Provided material: Begin

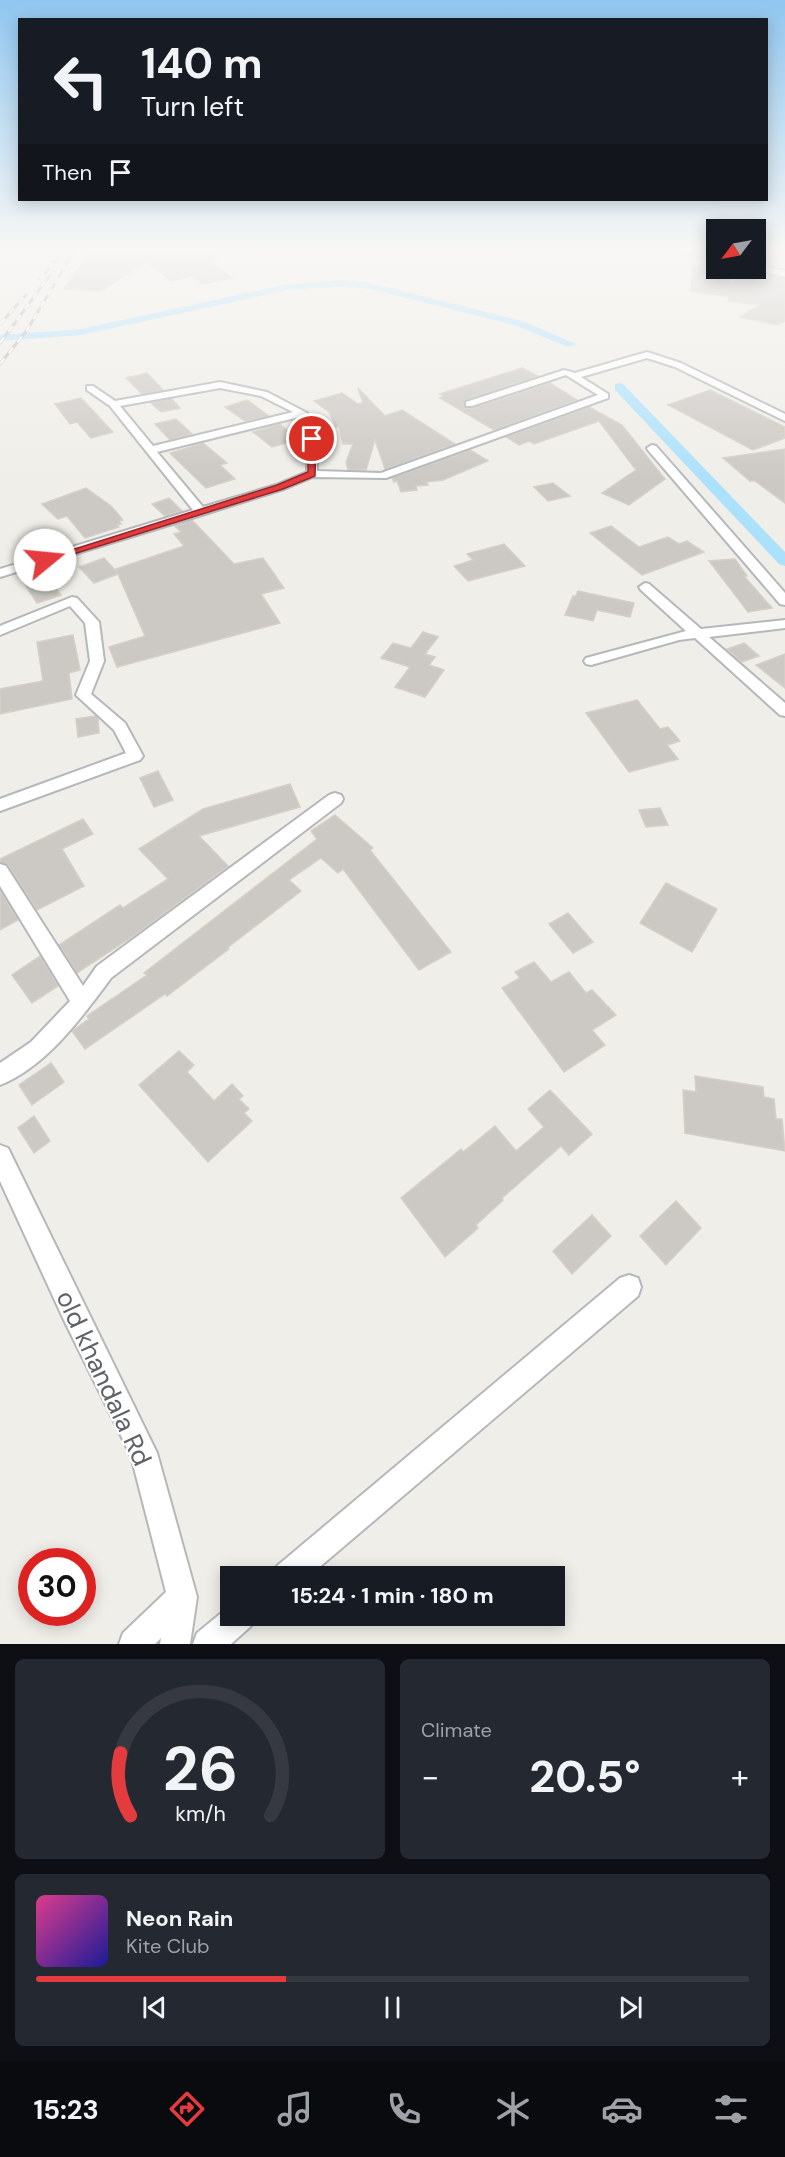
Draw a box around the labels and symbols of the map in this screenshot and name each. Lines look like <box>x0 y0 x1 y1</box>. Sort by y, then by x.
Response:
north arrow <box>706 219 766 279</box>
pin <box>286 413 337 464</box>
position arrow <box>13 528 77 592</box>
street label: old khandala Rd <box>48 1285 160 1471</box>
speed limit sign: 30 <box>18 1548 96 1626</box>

Provided material: End
Provided material: Begin

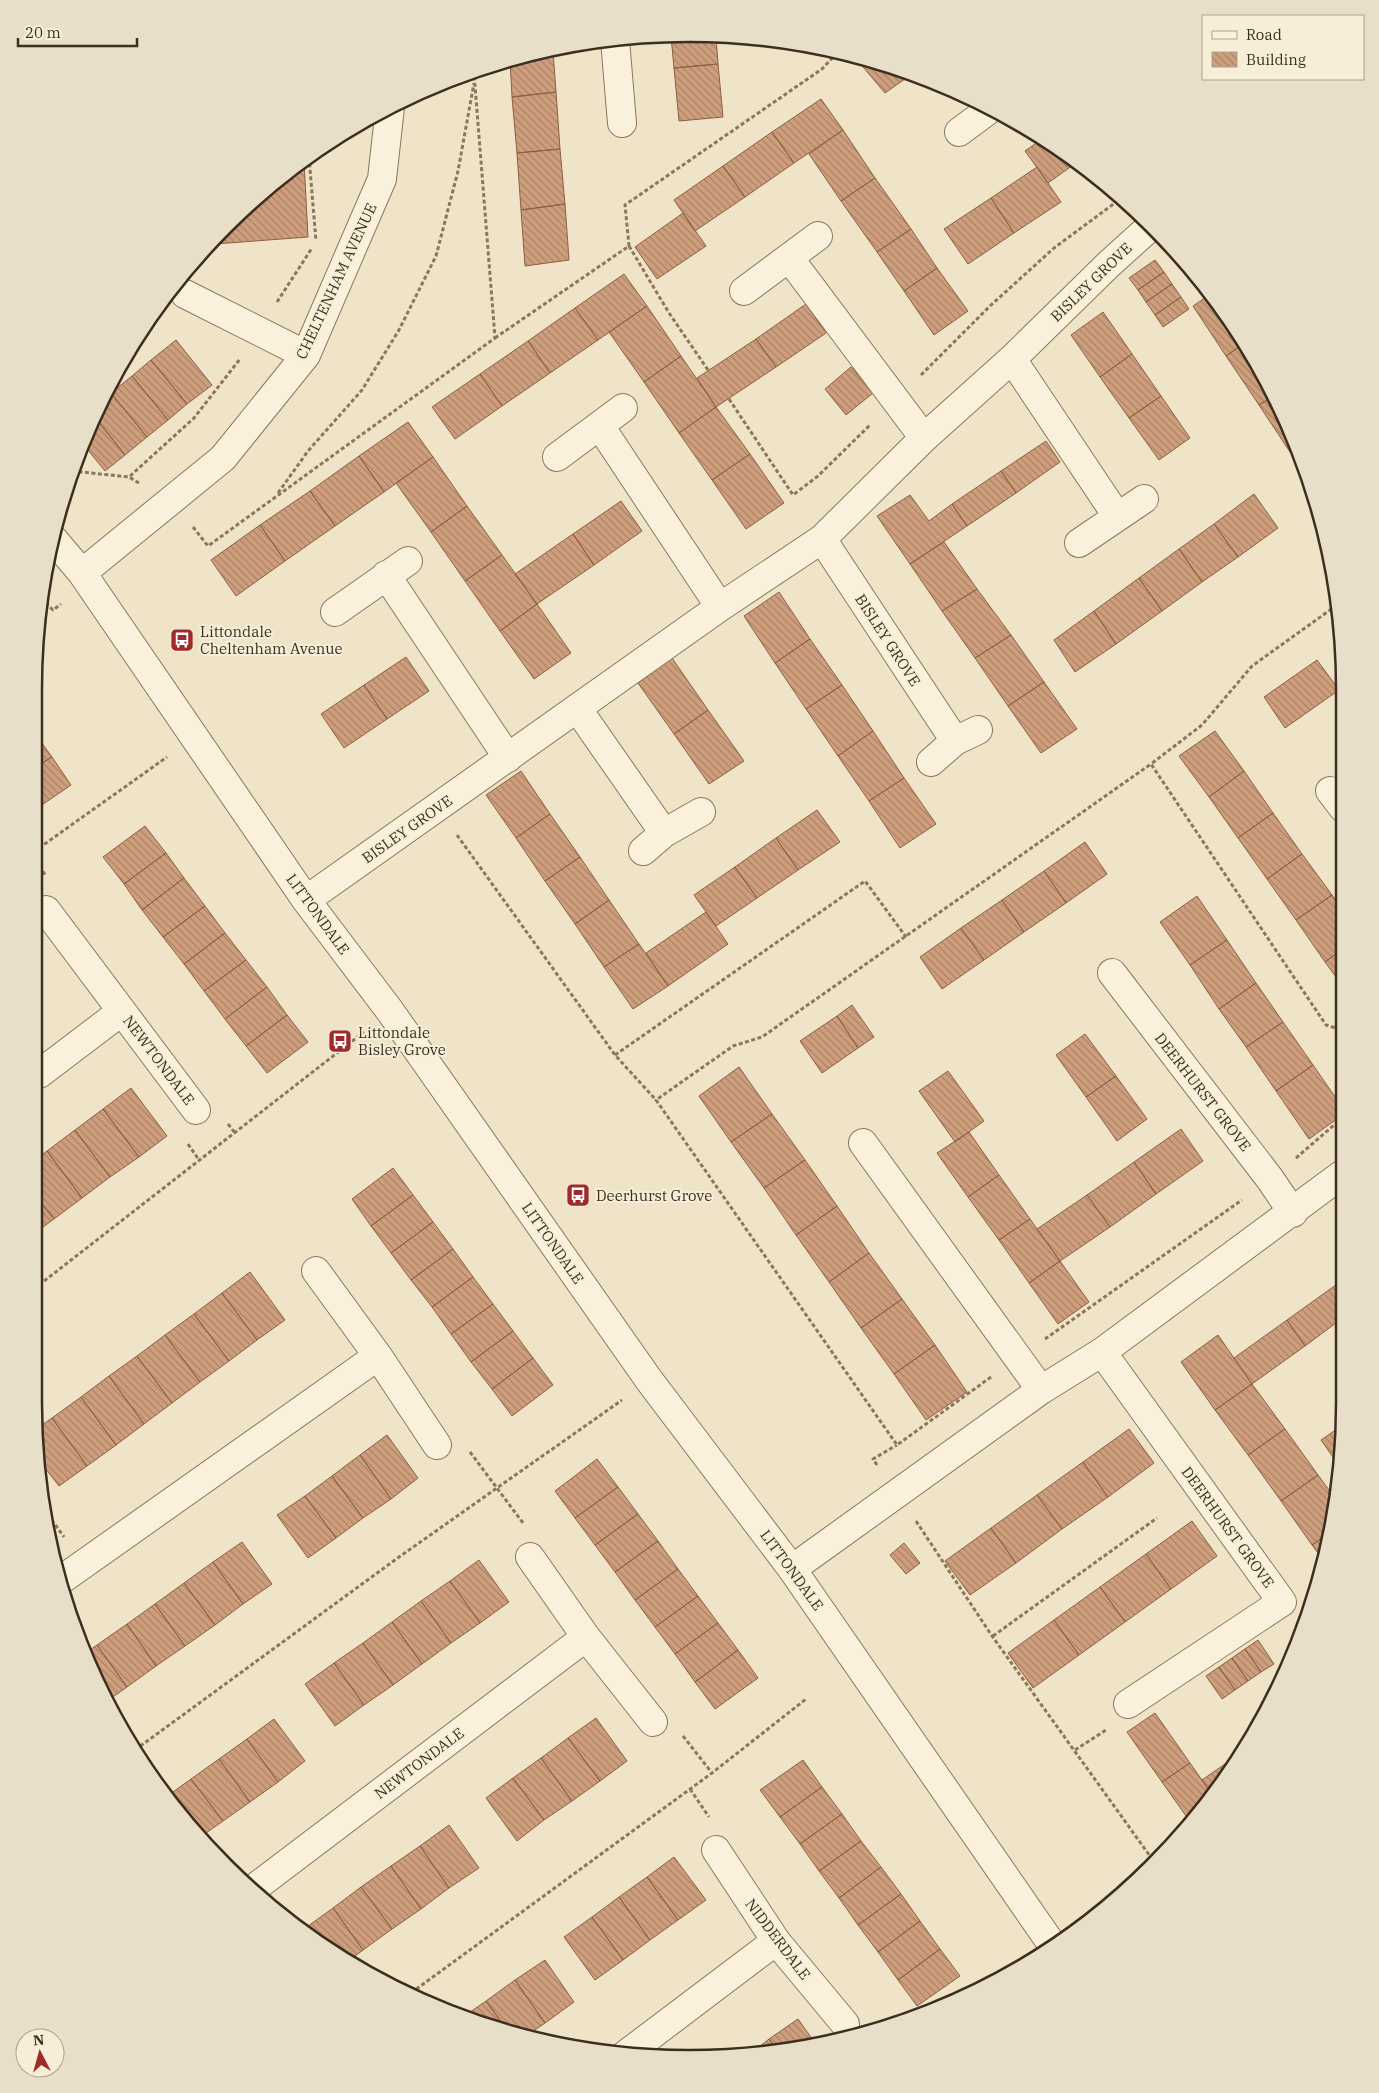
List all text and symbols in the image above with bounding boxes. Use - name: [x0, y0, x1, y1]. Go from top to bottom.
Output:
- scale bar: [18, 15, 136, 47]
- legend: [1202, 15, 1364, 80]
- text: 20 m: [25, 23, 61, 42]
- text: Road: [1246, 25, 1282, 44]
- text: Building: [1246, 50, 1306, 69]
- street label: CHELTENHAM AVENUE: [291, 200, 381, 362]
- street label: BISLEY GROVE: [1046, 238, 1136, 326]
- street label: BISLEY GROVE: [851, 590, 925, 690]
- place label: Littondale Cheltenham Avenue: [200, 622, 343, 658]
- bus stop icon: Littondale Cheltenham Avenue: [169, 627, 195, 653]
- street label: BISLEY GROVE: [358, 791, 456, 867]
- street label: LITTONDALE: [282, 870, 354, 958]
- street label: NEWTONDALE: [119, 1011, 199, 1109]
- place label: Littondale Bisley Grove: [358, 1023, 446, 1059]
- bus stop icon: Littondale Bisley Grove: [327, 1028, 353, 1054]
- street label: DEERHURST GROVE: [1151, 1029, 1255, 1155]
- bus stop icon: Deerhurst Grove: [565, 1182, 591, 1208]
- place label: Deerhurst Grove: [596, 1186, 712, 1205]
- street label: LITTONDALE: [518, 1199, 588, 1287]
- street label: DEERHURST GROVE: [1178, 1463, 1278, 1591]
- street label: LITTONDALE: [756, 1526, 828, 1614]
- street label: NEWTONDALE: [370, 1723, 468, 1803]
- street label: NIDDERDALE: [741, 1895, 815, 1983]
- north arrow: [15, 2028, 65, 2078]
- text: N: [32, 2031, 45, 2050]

Provided material: End
Provided material: Begin

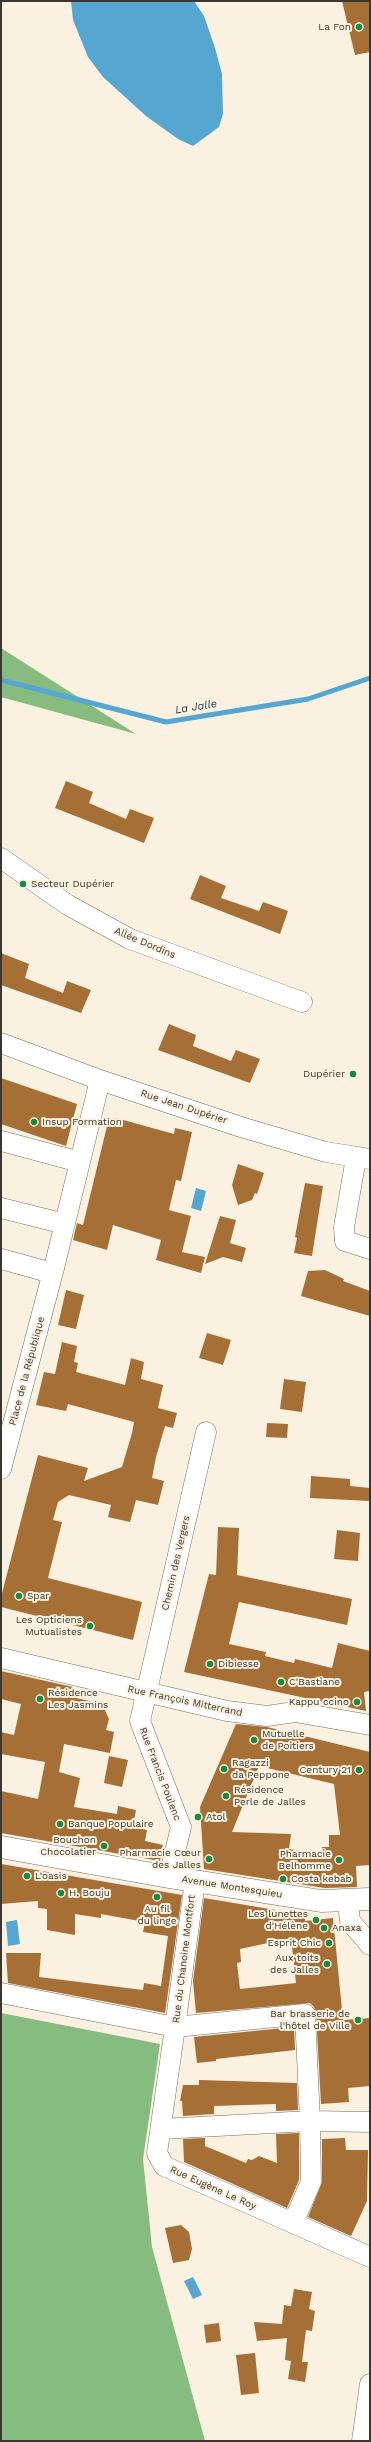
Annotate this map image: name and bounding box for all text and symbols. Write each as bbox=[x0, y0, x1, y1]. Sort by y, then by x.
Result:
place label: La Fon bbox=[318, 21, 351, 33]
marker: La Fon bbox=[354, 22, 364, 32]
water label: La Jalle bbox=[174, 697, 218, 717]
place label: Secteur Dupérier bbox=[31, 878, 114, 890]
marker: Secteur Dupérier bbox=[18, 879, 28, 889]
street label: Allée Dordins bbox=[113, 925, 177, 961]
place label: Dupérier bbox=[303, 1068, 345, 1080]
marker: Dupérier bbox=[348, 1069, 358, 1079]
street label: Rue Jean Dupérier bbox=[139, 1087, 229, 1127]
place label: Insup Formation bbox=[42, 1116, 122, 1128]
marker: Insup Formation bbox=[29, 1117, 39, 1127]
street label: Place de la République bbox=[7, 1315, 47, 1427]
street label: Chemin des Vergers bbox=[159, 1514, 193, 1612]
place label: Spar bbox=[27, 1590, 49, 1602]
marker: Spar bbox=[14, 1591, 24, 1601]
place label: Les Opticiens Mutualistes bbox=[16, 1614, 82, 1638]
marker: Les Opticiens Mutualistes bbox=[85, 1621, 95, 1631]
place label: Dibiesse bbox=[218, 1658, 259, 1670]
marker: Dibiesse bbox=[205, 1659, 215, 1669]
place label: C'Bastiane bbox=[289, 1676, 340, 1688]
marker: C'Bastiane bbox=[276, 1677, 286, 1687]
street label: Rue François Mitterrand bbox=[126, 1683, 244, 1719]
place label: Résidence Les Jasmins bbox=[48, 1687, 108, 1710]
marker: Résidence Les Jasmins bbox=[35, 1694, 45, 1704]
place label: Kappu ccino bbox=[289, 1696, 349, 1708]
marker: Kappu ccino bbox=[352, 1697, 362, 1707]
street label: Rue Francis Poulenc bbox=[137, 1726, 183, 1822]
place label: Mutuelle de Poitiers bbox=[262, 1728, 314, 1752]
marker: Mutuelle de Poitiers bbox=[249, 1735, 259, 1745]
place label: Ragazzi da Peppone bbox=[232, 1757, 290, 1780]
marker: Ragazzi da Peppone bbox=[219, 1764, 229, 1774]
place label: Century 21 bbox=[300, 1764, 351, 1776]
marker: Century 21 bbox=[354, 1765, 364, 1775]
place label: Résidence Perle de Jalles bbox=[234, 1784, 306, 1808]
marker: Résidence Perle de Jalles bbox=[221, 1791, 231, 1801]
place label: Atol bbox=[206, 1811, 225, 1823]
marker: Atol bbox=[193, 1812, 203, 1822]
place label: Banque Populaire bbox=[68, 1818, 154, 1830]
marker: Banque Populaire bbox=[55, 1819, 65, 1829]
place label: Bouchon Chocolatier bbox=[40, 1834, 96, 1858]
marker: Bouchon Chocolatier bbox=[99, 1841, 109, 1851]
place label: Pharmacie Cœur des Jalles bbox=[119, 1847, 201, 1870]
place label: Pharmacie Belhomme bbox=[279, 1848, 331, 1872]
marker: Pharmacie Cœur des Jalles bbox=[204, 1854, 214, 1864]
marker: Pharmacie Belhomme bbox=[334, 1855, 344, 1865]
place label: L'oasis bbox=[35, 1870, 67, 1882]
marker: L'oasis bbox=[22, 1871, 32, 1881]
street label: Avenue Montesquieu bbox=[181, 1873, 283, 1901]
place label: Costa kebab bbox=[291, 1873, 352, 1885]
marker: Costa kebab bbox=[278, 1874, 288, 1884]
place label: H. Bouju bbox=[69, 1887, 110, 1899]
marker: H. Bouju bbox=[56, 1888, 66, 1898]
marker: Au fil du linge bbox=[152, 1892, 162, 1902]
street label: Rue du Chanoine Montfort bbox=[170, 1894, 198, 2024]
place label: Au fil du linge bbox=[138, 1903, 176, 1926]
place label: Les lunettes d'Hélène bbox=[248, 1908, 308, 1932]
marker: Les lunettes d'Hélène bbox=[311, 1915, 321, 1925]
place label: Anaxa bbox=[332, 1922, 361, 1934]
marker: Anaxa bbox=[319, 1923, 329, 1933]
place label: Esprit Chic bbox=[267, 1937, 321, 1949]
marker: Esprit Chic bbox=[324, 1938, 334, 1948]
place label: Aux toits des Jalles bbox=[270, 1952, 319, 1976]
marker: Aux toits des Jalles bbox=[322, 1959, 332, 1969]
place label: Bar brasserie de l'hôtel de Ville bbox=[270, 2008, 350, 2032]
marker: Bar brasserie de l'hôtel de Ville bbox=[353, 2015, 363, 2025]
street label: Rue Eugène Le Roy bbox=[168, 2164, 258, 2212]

Provided material: End

▶ **Activity**
Which lines above contain the word "then"? Copy all of them.

▶ **Written solution**
Draw a box around the labels and symbols of the map in this screenshot and name each. Lines look like <box>x0 y0 x1 y1</box>. Sort by y, then by x.
Annotate this map image: name and bounding box for all text and symbols. Write each as bbox=[x0, y0, x1, y1]. Sort by y, then by x.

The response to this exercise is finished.